Work to be completed. I need the lines below from the one with "Find all street" down to the one with "Bounding boxes for" reproduced exactly, both ends included, and nothing else.

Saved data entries
::::::::::
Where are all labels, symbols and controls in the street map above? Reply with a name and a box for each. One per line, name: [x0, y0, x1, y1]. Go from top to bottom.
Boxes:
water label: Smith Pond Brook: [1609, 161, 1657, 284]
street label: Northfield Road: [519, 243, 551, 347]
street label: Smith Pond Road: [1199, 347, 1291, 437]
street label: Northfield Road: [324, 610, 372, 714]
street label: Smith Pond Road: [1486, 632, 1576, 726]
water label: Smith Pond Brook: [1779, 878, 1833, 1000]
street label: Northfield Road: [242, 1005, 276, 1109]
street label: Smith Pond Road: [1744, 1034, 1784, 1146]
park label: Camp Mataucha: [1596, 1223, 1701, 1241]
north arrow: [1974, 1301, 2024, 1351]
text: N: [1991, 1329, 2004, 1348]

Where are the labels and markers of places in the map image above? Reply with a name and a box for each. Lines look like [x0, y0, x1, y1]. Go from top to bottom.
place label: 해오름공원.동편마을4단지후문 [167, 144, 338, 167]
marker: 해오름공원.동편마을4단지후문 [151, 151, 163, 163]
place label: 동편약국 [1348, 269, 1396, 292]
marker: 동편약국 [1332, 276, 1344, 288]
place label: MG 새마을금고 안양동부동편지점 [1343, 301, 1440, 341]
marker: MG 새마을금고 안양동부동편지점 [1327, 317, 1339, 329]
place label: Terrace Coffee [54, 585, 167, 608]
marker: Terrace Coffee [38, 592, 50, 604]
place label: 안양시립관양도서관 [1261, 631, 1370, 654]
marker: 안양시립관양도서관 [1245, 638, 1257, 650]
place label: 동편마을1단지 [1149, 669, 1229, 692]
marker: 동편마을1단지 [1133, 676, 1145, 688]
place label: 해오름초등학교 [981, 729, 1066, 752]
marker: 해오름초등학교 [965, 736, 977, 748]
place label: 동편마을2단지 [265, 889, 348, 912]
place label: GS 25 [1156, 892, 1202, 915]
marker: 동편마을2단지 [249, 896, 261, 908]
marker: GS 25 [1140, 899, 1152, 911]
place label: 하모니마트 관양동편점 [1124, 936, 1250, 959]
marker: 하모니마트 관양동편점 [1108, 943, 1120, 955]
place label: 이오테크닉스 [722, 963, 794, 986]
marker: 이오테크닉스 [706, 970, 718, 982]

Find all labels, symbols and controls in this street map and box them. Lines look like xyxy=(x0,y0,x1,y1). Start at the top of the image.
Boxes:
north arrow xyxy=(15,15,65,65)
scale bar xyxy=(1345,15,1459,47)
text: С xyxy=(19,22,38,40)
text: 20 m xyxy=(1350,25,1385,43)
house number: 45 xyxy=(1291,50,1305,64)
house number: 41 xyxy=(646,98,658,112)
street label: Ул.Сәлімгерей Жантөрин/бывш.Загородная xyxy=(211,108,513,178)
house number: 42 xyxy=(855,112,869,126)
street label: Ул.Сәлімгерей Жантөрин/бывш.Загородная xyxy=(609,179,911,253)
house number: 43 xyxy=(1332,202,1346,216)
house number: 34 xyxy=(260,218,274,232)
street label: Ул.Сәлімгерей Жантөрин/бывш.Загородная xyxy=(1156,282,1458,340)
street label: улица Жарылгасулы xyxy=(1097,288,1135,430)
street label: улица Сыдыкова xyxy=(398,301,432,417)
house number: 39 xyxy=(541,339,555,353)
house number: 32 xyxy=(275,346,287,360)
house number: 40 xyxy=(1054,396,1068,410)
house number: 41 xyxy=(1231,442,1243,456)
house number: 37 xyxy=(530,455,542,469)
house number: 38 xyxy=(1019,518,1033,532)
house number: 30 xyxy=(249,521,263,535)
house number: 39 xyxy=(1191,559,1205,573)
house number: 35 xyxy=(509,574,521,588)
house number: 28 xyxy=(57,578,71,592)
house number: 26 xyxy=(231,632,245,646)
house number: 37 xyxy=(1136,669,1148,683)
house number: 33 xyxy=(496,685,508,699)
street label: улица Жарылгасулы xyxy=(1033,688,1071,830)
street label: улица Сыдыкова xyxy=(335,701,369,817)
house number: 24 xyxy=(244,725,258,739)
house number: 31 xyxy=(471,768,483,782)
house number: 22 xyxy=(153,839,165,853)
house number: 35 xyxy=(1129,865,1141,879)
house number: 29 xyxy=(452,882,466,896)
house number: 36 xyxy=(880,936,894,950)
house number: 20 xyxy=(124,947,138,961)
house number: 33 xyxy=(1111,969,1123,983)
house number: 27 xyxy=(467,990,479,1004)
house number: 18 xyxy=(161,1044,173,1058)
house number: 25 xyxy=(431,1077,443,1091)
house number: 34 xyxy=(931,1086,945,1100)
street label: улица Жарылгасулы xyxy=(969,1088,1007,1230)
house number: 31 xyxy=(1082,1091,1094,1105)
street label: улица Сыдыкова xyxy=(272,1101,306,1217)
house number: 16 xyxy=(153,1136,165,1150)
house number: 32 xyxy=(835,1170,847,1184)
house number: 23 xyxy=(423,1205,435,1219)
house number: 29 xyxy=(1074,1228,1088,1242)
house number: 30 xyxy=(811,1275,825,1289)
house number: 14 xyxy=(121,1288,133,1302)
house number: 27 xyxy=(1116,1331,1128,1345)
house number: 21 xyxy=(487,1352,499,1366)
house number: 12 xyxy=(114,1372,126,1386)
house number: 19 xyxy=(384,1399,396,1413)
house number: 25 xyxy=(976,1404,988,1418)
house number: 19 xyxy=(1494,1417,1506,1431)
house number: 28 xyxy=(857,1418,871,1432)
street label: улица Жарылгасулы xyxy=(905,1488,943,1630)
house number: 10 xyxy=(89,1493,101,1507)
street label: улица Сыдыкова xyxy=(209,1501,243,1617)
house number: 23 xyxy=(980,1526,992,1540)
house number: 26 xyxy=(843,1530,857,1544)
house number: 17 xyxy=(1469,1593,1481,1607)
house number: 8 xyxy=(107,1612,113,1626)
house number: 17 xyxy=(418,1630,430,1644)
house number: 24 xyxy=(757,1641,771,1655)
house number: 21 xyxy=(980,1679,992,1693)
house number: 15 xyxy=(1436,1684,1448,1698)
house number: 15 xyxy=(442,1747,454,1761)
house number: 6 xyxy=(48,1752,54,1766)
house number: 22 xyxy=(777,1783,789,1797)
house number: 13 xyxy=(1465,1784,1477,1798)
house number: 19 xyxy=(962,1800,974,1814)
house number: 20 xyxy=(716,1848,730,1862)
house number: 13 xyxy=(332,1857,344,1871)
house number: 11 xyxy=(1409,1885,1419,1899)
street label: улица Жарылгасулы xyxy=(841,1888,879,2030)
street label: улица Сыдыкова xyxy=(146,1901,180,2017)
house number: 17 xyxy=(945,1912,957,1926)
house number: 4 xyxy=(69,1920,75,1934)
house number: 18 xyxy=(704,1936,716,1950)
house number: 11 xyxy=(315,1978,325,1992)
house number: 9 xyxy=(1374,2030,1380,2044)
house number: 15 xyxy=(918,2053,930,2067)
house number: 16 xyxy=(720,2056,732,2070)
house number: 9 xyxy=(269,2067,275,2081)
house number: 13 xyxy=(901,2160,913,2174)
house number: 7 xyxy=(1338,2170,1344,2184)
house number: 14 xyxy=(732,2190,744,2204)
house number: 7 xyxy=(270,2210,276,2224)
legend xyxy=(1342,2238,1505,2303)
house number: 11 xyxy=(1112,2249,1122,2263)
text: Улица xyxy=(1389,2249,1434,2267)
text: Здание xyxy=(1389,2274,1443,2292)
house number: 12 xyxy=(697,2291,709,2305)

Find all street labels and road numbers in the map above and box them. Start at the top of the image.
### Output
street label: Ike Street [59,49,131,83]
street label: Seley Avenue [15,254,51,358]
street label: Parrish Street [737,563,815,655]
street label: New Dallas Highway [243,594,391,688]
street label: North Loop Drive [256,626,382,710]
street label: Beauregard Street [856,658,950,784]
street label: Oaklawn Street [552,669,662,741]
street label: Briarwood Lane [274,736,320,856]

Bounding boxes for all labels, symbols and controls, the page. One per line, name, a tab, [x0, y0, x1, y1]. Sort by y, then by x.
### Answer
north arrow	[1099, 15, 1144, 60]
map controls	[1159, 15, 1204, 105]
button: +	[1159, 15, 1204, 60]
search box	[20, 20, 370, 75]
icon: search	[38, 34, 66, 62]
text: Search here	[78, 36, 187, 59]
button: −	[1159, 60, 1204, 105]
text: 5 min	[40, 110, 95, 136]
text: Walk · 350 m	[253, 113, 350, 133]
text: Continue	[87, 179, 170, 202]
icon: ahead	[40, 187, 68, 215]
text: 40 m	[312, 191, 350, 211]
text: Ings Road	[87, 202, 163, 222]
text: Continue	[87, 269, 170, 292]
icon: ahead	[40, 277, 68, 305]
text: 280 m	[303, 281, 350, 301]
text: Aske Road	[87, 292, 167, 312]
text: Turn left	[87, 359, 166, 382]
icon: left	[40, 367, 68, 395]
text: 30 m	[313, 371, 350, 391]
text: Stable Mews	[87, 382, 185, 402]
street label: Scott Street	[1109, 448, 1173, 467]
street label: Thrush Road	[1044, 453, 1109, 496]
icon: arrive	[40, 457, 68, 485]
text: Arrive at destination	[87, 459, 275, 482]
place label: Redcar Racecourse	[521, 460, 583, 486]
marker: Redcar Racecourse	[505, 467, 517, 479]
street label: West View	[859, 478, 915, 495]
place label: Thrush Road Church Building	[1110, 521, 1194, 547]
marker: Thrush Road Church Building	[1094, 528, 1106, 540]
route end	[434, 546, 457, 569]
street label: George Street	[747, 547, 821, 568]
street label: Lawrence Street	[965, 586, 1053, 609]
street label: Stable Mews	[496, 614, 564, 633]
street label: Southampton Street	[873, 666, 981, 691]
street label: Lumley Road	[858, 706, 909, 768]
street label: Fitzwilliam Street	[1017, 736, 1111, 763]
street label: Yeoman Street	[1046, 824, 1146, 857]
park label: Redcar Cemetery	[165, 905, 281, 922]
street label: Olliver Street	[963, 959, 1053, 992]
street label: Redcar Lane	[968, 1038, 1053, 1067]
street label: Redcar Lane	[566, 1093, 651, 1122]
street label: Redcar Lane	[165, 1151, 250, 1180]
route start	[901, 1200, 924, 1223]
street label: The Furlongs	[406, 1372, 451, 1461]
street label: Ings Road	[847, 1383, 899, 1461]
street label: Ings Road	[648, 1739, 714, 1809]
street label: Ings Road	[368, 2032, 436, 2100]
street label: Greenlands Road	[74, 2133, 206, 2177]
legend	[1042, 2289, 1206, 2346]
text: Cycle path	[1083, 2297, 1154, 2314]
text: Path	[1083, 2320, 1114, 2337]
::::::::::
Finished task.
Find all street labels and road numbers in the map above and box them. Start at the top of the image.
### Output
street label: Ike Street [59,49,131,83]
street label: Seley Avenue [15,254,51,358]
street label: Parrish Street [737,563,815,655]
street label: New Dallas Highway [243,594,391,688]
street label: North Loop Drive [256,626,382,710]
street label: Beauregard Street [856,658,950,784]
street label: Oaklawn Street [552,669,662,741]
street label: Briarwood Lane [274,736,320,856]

Bounding boxes for all labels, symbols and controls, the page. One per line, name, a tab, [x0, y0, x1, y1]. Sort by y, then by x.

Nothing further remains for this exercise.